- _RECORD EXTRACTS_:

· · ·

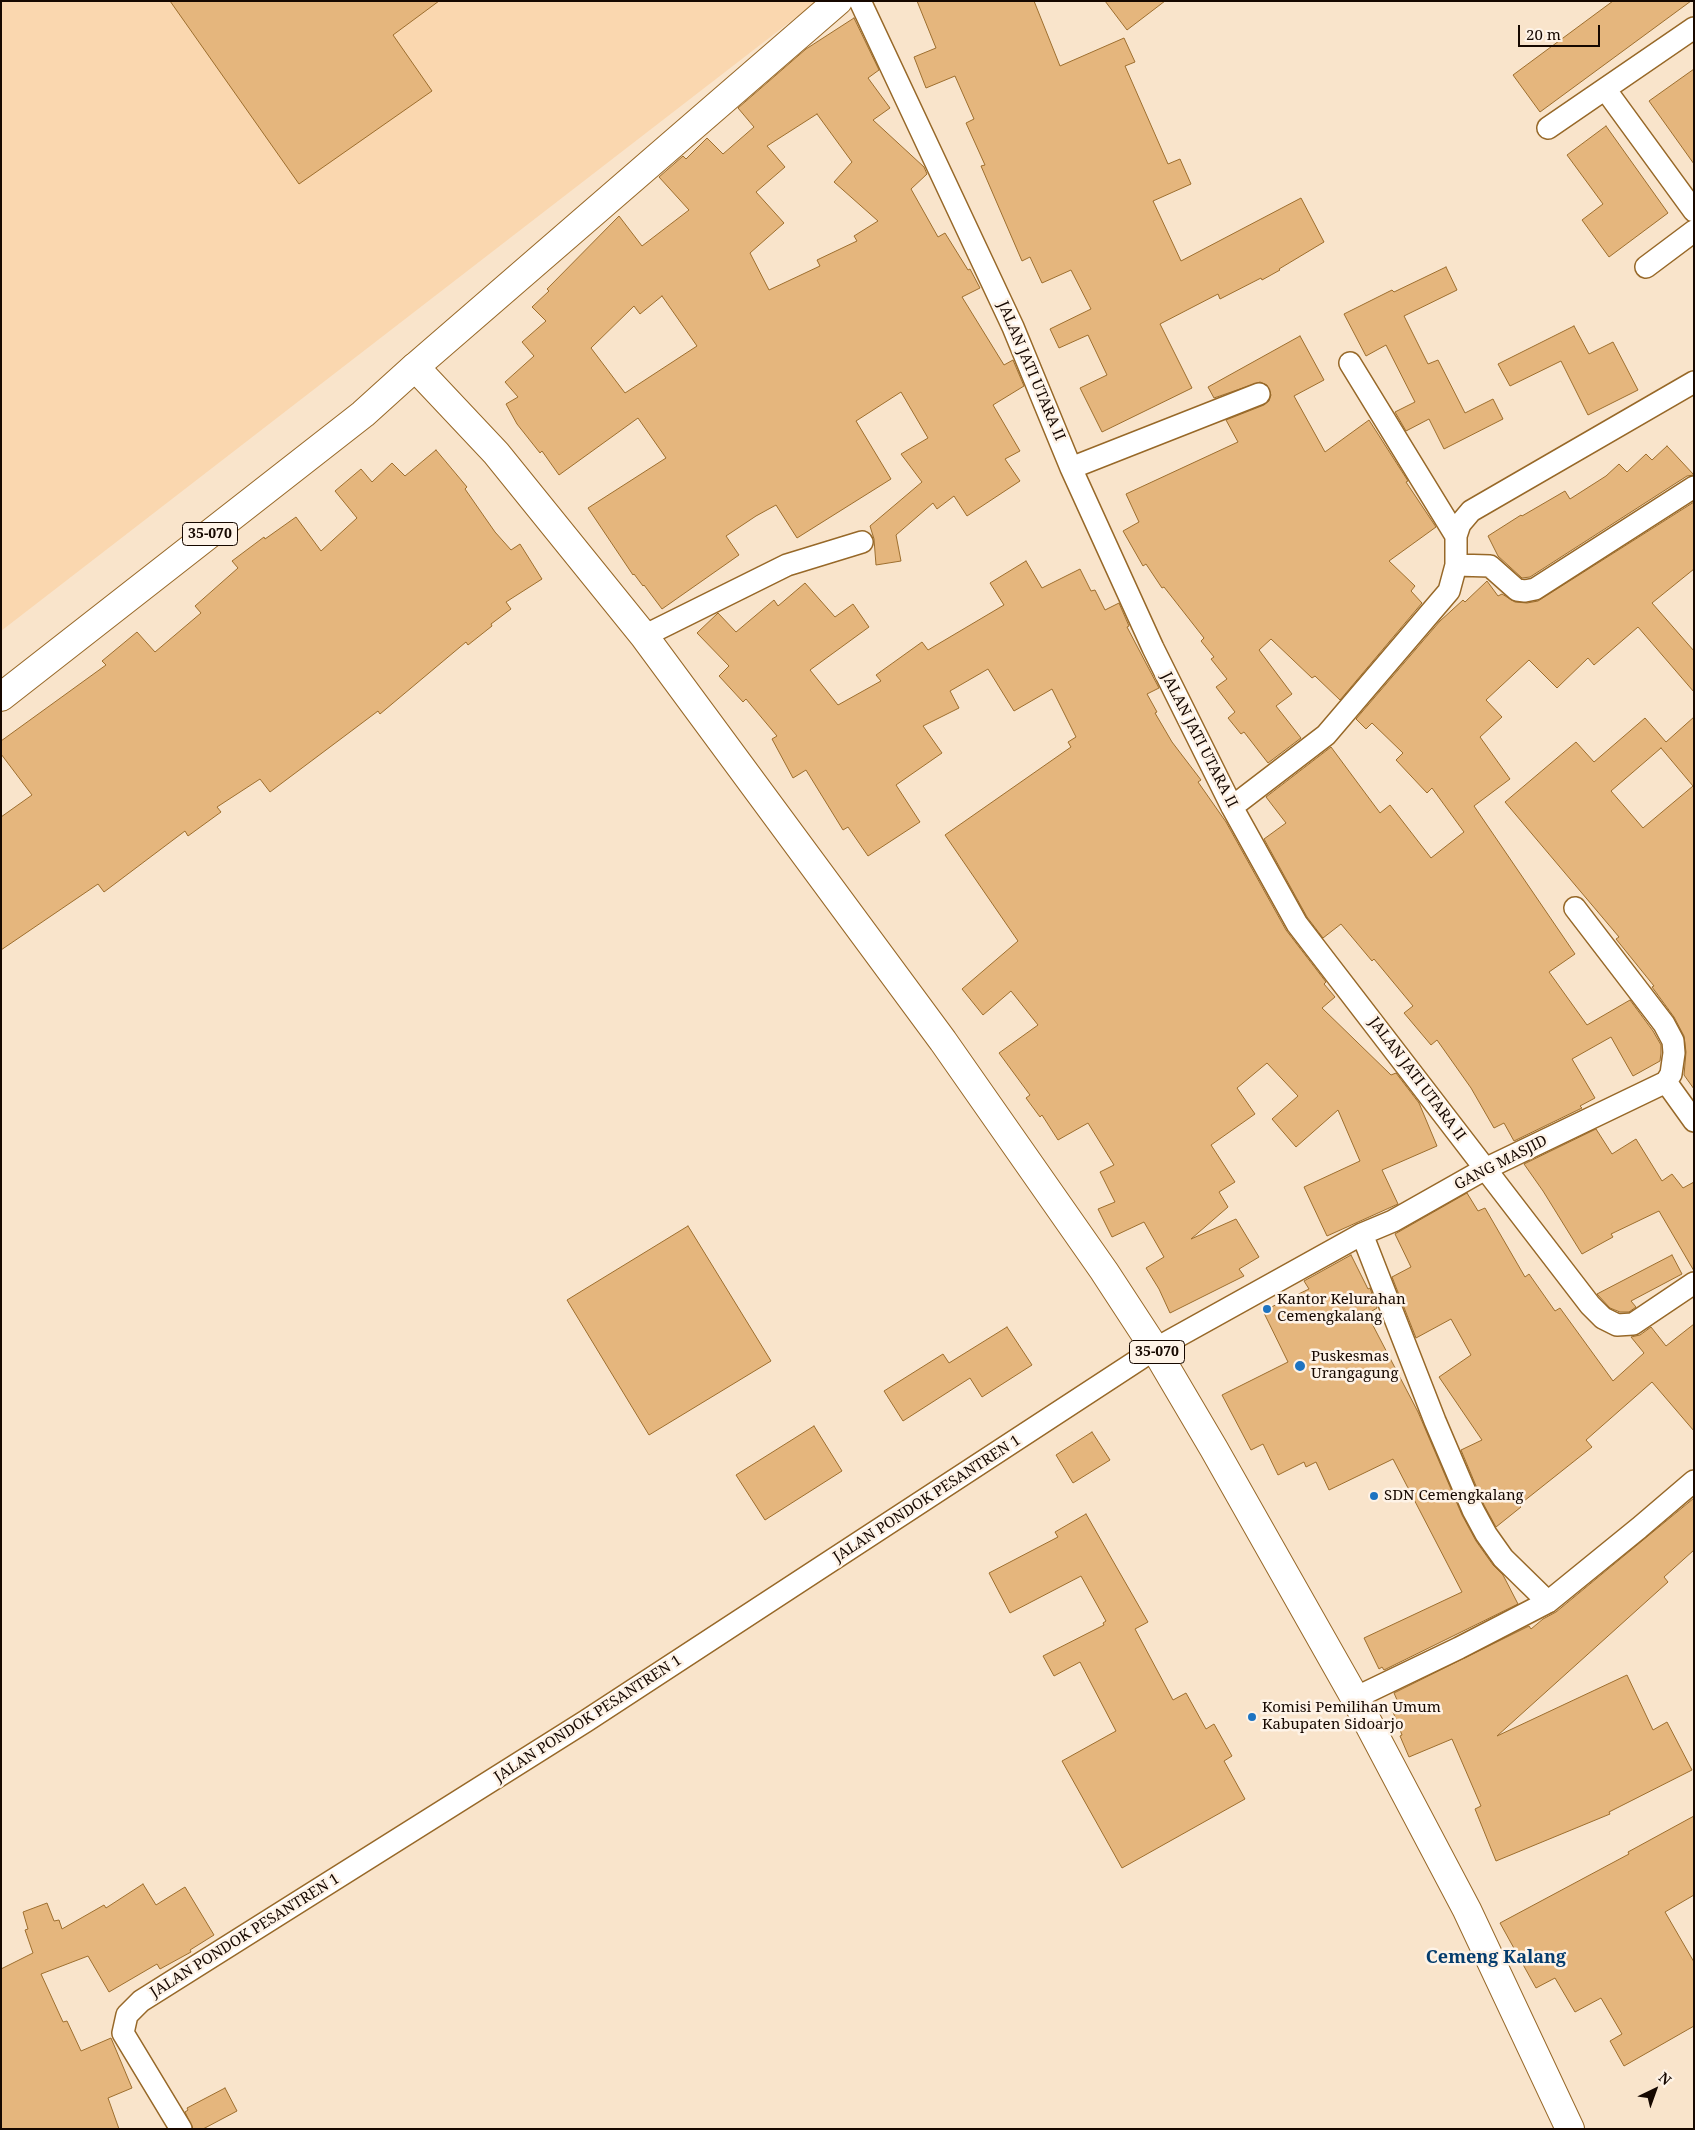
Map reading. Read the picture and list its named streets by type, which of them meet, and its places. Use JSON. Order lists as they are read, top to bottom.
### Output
{
  "streets": {
    "main road": ["35-070"],
    "street": ["JALAN JATI UTARA II", "GANG MASJID", "JALAN PONDOK PESANTREN 1"]
  },
  "crossings": [
    ["JALAN JATI UTARA II", "GANG MASJID"],
    ["35-070", "GANG MASJID"],
    ["35-070", "JALAN PONDOK PESANTREN 1"],
    ["GANG MASJID", "JALAN PONDOK PESANTREN 1"]
  ],
  "districts": ["Cemeng Kalang"],
  "places": [
    "Kantor Kelurahan Cemengkalang",
    "Puskesmas Urangagung",
    "SDN Cemengkalang",
    "Komisi Pemilihan Umum Kabupaten Sidoarjo"
  ],
  "scale_bar": "20 m",
  "north": "top right"
}
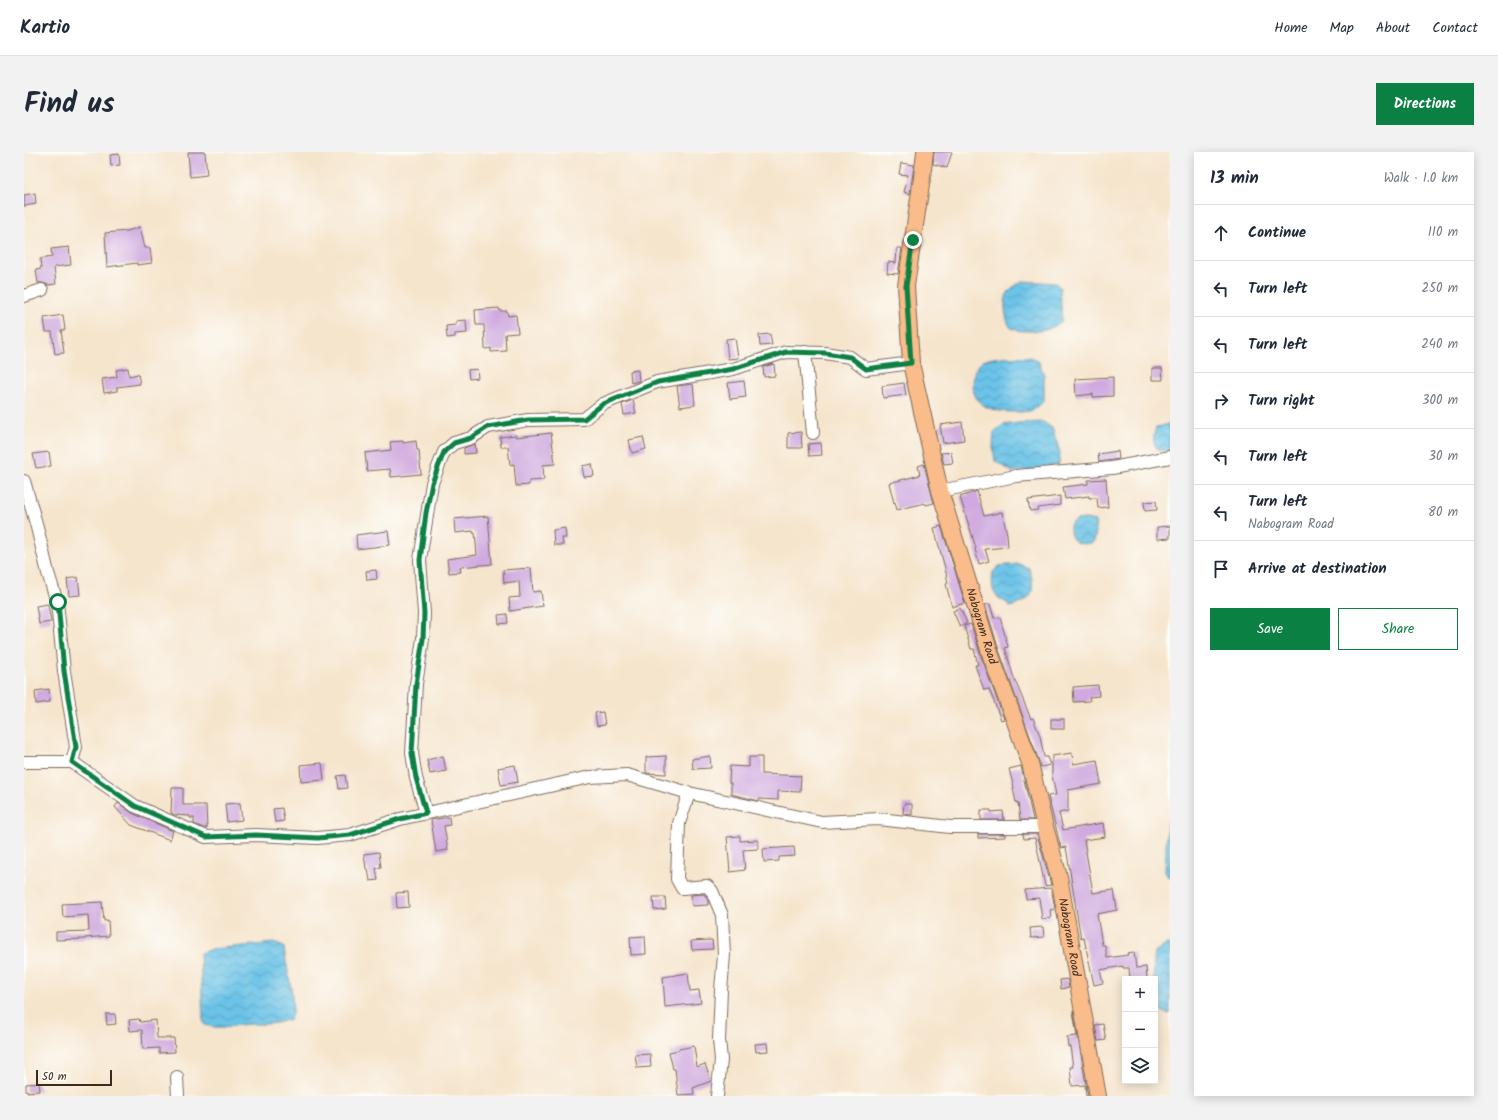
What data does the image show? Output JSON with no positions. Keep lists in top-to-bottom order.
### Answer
{
  "streets": {
    "main road": ["Nabogram Road"]
  },
  "scale_bar": "50 m",
  "page": {
    "header": "Kartio",
    "nav": [
      "Home",
      "Map",
      "About",
      "Contact"
    ],
    "title": "Find us",
    "buttons": [
      "Directions",
      ["Save", "Share"]
    ],
    "heading": ["13 min", "Walk · 1.0 km"],
    "list": [
      ["Continue", "110 m"],
      ["Turn left", "250 m"],
      ["Turn left", "240 m"],
      ["Turn right", "300 m"],
      ["Turn left", "30 m"],
      ["Turn left", "Nabogram Road", "80 m"],
      "Arrive at destination"
    ],
    "map_buttons": ["+", "−"],
    "scale": "50 m"
  }
}
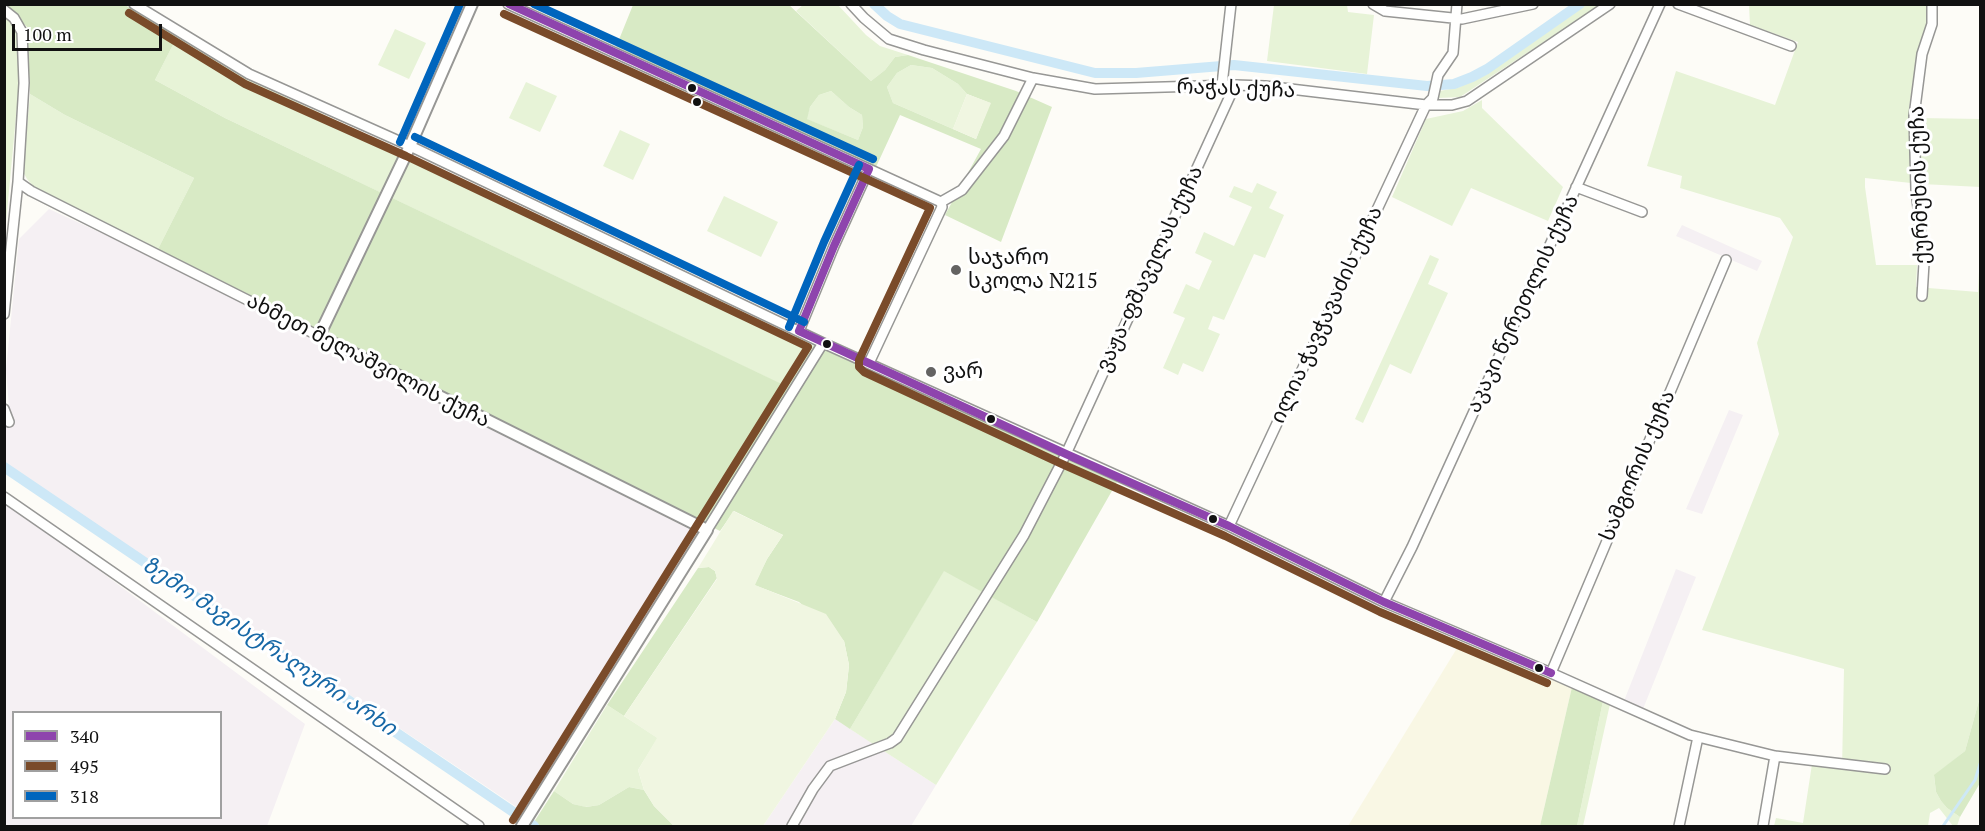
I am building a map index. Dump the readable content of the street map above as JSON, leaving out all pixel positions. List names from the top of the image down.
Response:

· · ·

- _WHAT TO PRODUCE_:
The entries are to be written out again exactly, though without any images.

- _REPLY_:
Map reading. Read the picture and list its named streets by type, which of them meet, and its places. Use JSON. Order lists as they are read, top to bottom.
### Output
{
  "streets": {
    "main road": ["35-070"],
    "street": ["JALAN JATI UTARA II", "GANG MASJID", "JALAN PONDOK PESANTREN 1"]
  },
  "crossings": [
    ["JALAN JATI UTARA II", "GANG MASJID"],
    ["35-070", "GANG MASJID"],
    ["35-070", "JALAN PONDOK PESANTREN 1"],
    ["GANG MASJID", "JALAN PONDOK PESANTREN 1"]
  ],
  "districts": ["Cemeng Kalang"],
  "places": [
    "Kantor Kelurahan Cemengkalang",
    "Puskesmas Urangagung",
    "SDN Cemengkalang",
    "Komisi Pemilihan Umum Kabupaten Sidoarjo"
  ],
  "scale_bar": "20 m",
  "north": "top right"
}
What data does the image show? Output JSON with no positions. Keep lists in top-to-bottom order.
### Answer
{
  "streets": {
    "main road": ["Nabogram Road"]
  },
  "scale_bar": "50 m",
  "page": {
    "header": "Kartio",
    "nav": [
      "Home",
      "Map",
      "About",
      "Contact"
    ],
    "title": "Find us",
    "buttons": [
      "Directions",
      ["Save", "Share"]
    ],
    "heading": ["13 min", "Walk · 1.0 km"],
    "list": [
      ["Continue", "110 m"],
      ["Turn left", "250 m"],
      ["Turn left", "240 m"],
      ["Turn right", "300 m"],
      ["Turn left", "30 m"],
      ["Turn left", "Nabogram Road", "80 m"],
      "Arrive at destination"
    ],
    "map_buttons": ["+", "−"],
    "scale": "50 m"
  }
}
I am building a map index. Dump the readable content of the street map above as JSON, leaving out all pixel positions. List names from the top of the image down.
Response:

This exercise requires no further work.